Posted 28 June 2024 - 07:19 AM

Our son David serves as a doctor at the Alliance Bongolo Hospital in Gabon. He wrote this about his missionary work:

"One of my very favorite patients is a young woman I’ll call Lina. She came to us from another hospital during one of my first weeks working at Bongolo. She had a problem. It was a very bad problem and also a rather disgusting one (some of you may just want to skip down to the 3rd paragraph, you know who you are). You see, Lina had recently had a C section at the other hospital and delivered a beautiful baby boy, but her surgery was a difficult one due to some scar tissue in her abdomen and they had ended up needing to repair some small intestine that had been injured while delivering the baby. Unfortunately, the repair didn’t hold and, like a hose not correctly attached to the spigot, within a week the intestinal contents started to leak out into her abdomen and out the easiest point of escape - her recent incision.
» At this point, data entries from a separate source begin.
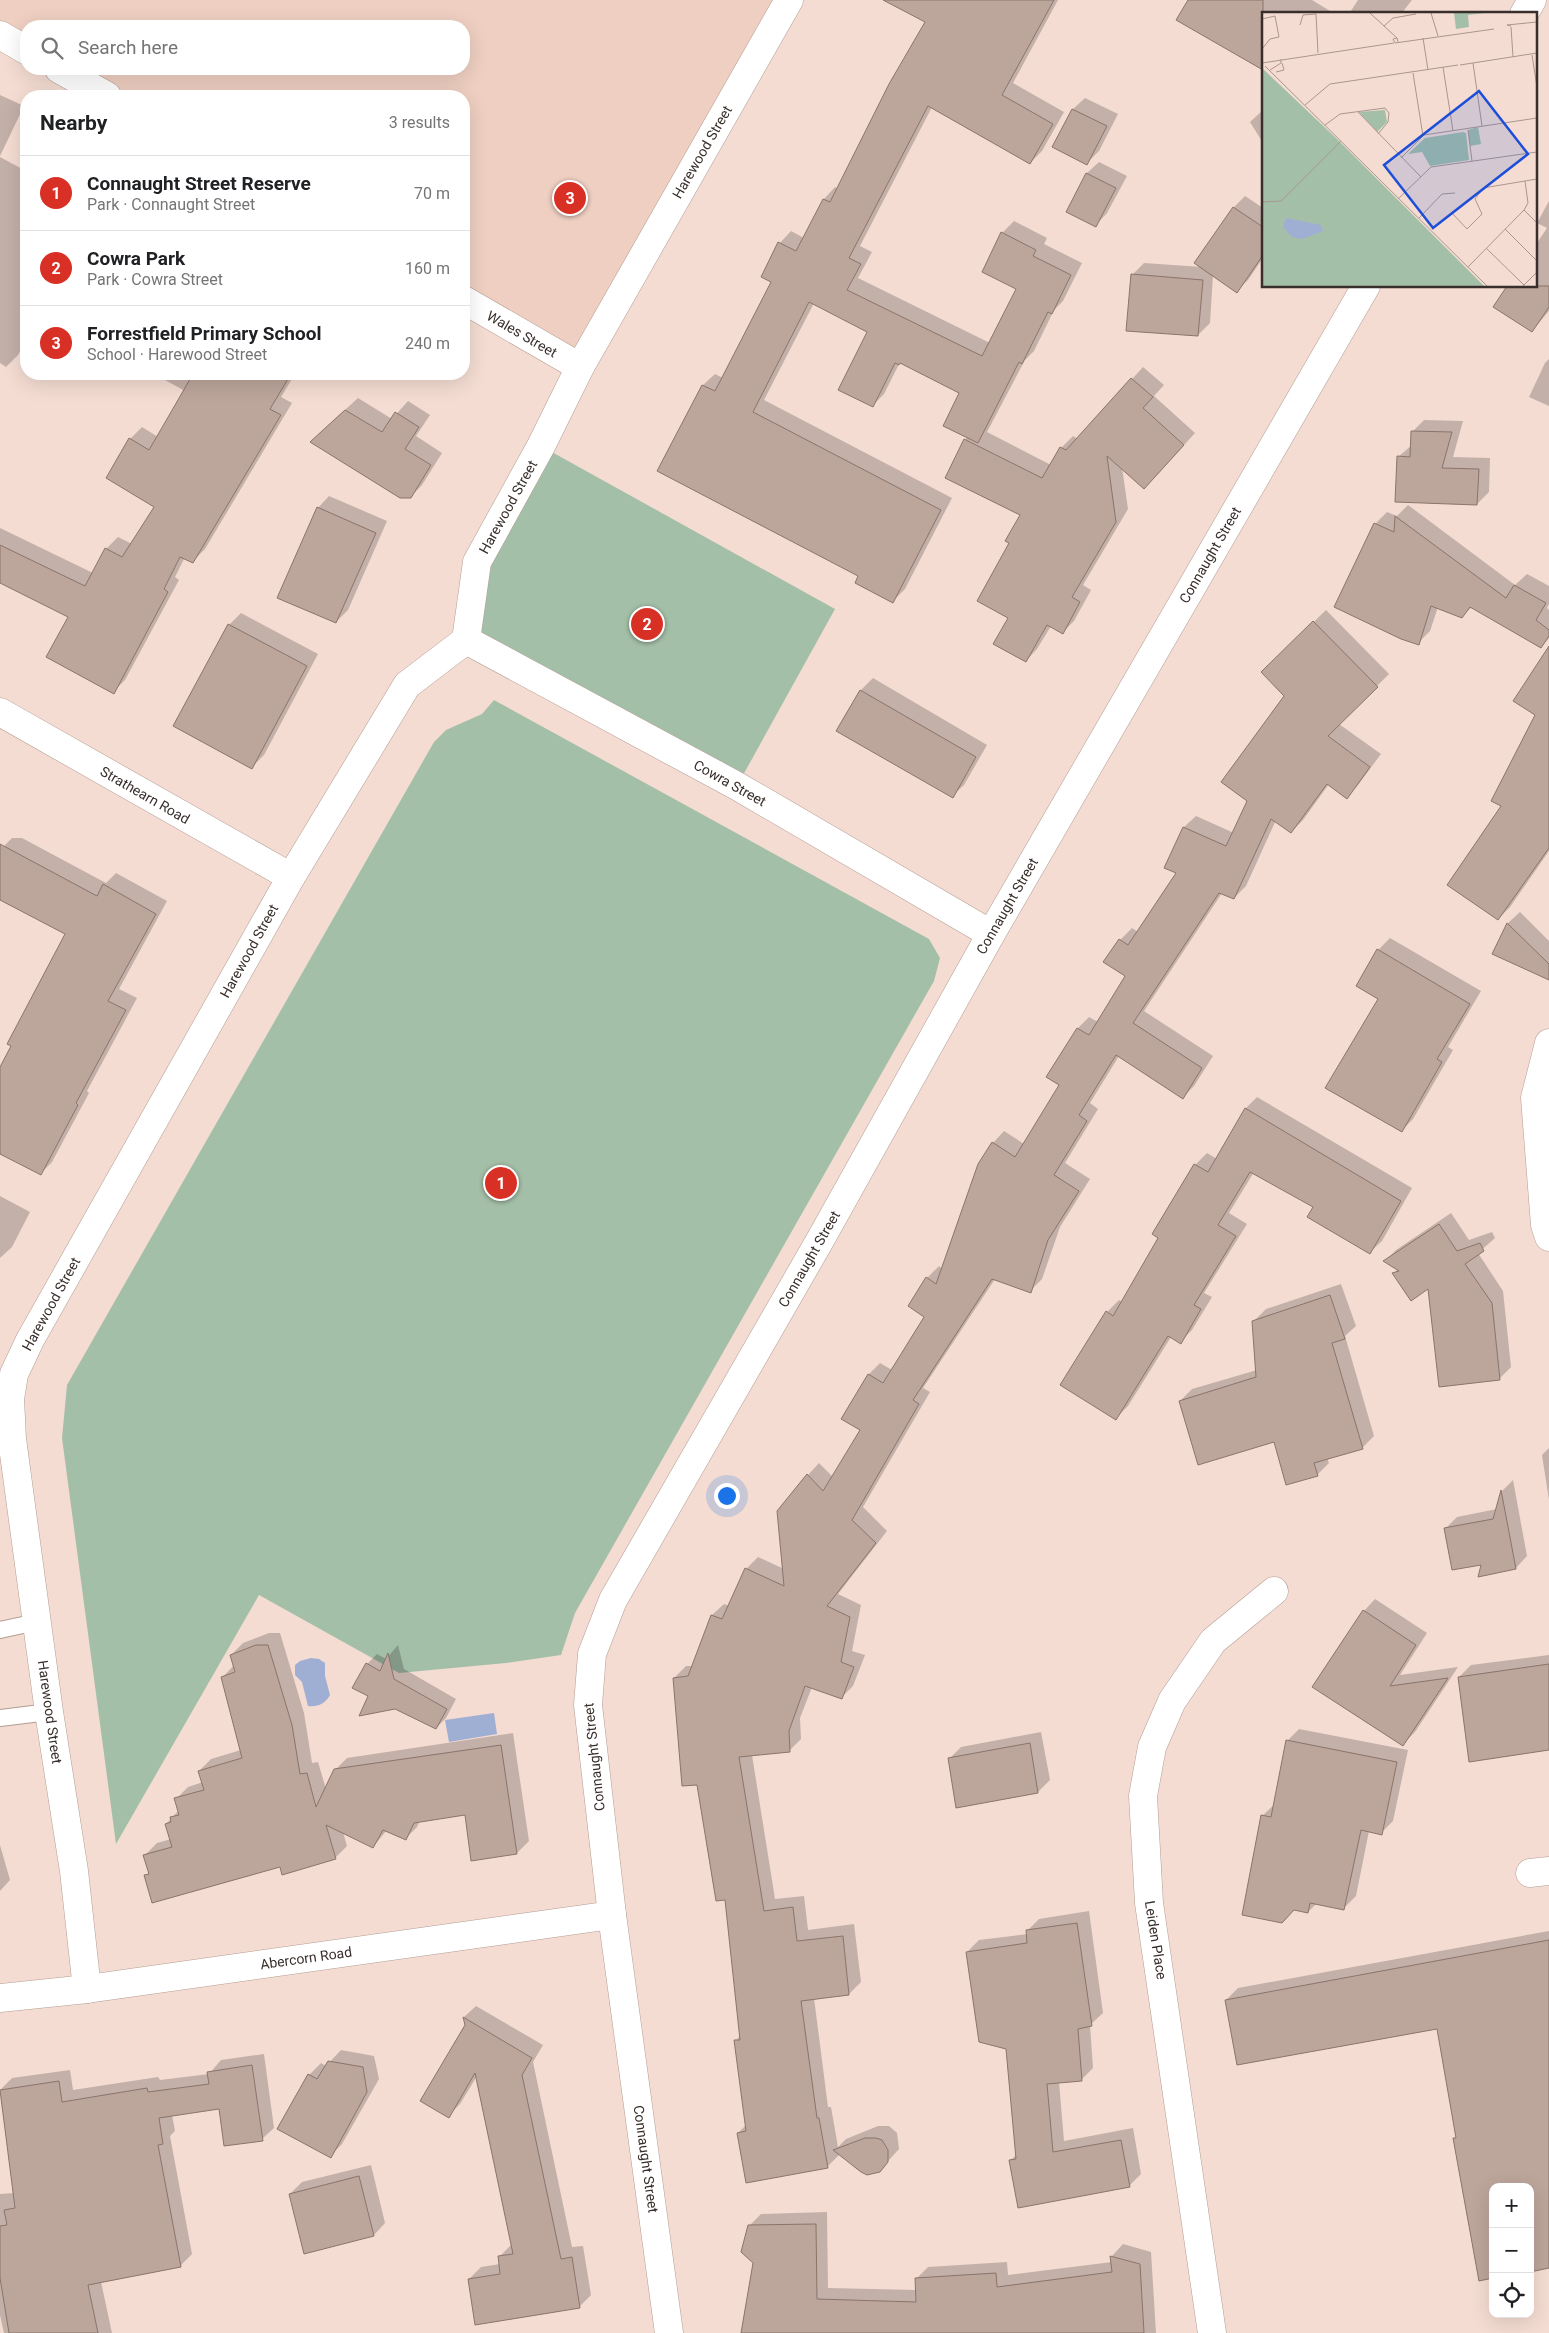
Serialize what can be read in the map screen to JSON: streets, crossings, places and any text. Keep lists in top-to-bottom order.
{
  "streets": {
    "street": [
      "Harewood Street",
      "Wales Street",
      "Connaught Street",
      "Cowra Street",
      "Strathearn Road",
      "Leiden Place",
      "Abercorn Road"
    ]
  },
  "crossings": [
    ["Harewood Street", "Wales Street"],
    ["Harewood Street", "Cowra Street"],
    ["Harewood Street", "Strathearn Road"],
    ["Harewood Street", "Abercorn Road"],
    ["Connaught Street", "Cowra Street"],
    ["Connaught Street", "Abercorn Road"]
  ],
  "page": {
    "search": "Search here",
    "heading": ["Nearby", "3 results"],
    "list": [
      {
        "mark": "1",
        "name": "Connaught Street Reserve",
        "note": "Park · Connaught Street",
        "value": "70 m"
      },
      {
        "mark": "2",
        "name": "Cowra Park",
        "note": "Park · Cowra Street",
        "value": "160 m"
      },
      {
        "mark": "3",
        "name": "Forrestfield Primary School",
        "note": "School · Harewood Street",
        "value": "240 m"
      }
    ],
    "pins": ["3", "2", "1"],
    "map_buttons": ["+", "−"]
  }
}
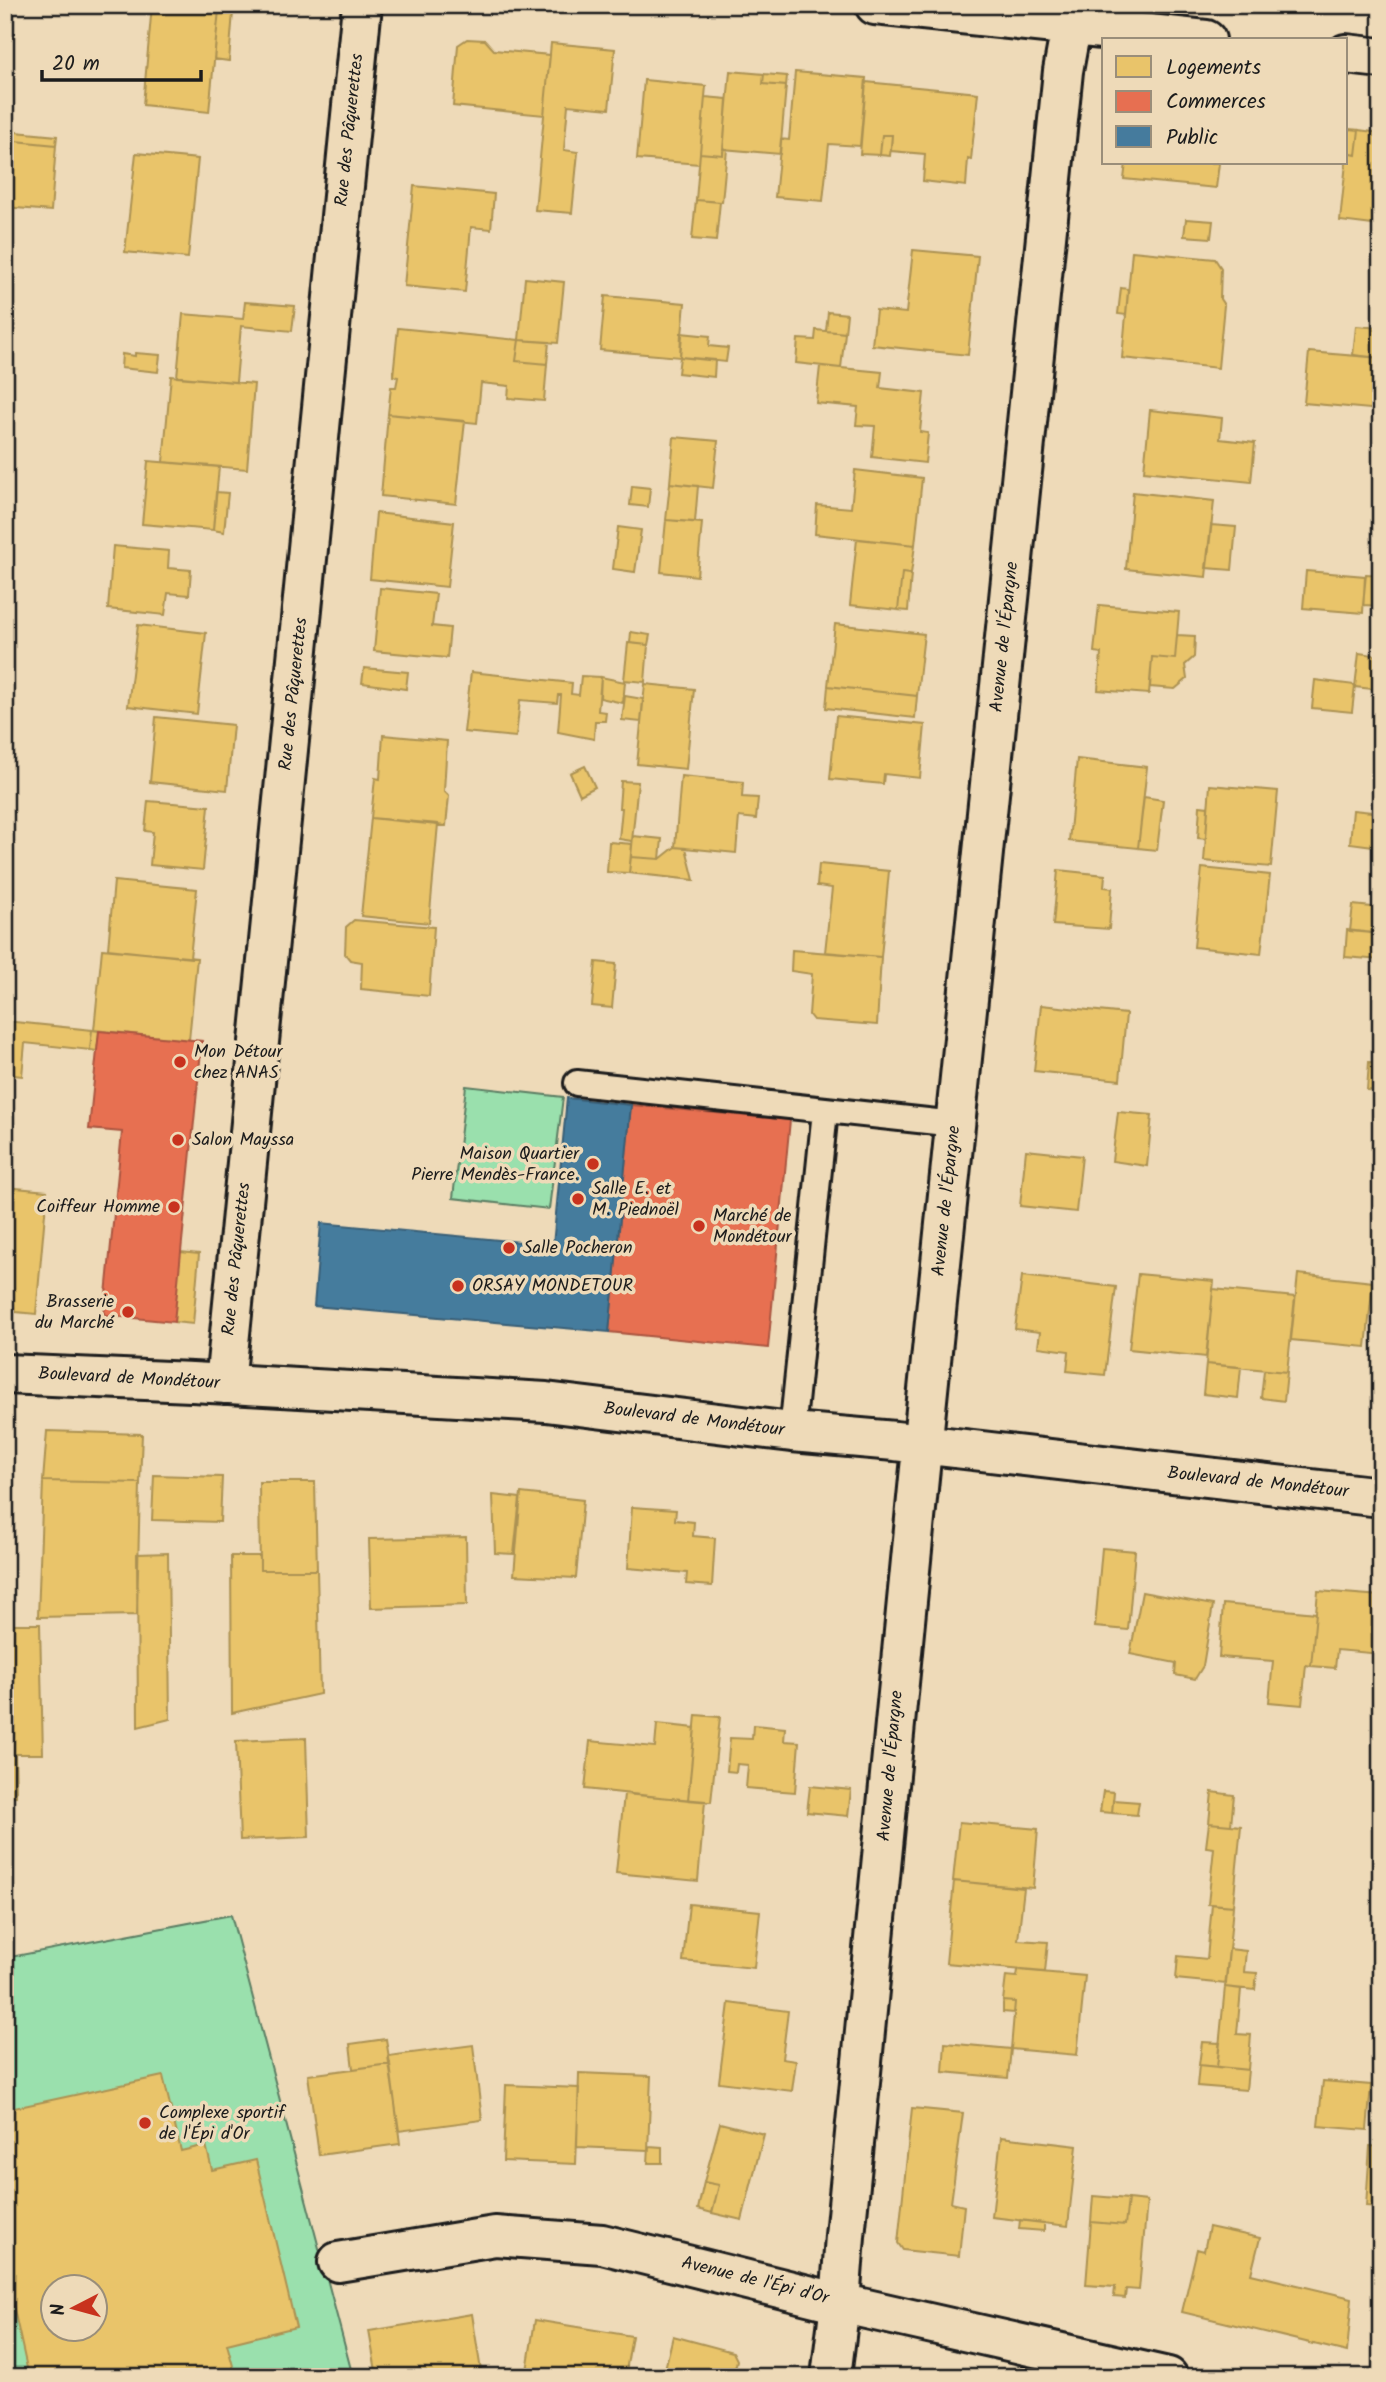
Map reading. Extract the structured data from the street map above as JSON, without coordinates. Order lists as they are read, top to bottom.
{
  "streets": {
    "street": [
      "Rue des Pâquerettes",
      "Avenue de l'Épargne",
      "Boulevard de Mondétour",
      "Avenue de l'Épi d'Or"
    ]
  },
  "crossings": [
    ["Rue des Pâquerettes", "Boulevard de Mondétour"],
    ["Avenue de l'Épargne", "Boulevard de Mondétour"],
    ["Avenue de l'Épargne", "Avenue de l'Épi d'Or"]
  ],
  "places": [
    "Mon Détour chez ANAS",
    "Salon Mayssa",
    "Maison Quartier Pierre Mendès-France.",
    "Salle E. et M. Piednoël",
    "Coiffeur Homme",
    "Marché de Mondétour",
    "Salle Pocheron",
    "ORSAY MONDETOUR",
    "Brasserie du Marché",
    "Complexe sportif de l'Épi d'Or"
  ],
  "legend": ["Logements", "Commerces", "Public"],
  "scale_bar": "20 m",
  "north": "left"
}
On top of being a rather distressing problem this is also a life-threatening problem. Unable to stay hydrated or adequately nourished, the body can rapidly get overwhelmed as infection sets in. Surgically, this is also a challenge. You want to operate to stop the infection, but many times the intestine is so irritated by the surrounding infection that simply repairing the leak is no longer an option. We told Lina her prognosis was grim, but asked for permission to operate to try to save her life. We then took her to the operating room and thankfully were able to stop the flow towards the leaky area by bringing up some of her intestine to her abdominal skin and having her poop into a bag. Unfortunately, Lina didn’t improve right away. She had a bad infection that made her feel very sick and required us to do many more trips to the operating room to continue to treat it. At one point during her lengthy fight with infection, she lost hope completely. “Just tell me I’m going to die.” she moaned. “I’m not going to make it.” “No.” my zealous resident Dr. Wilson replied, “God hasn’t given up on you and so we won’t either. We still have hope - you need to keep hoping with us.”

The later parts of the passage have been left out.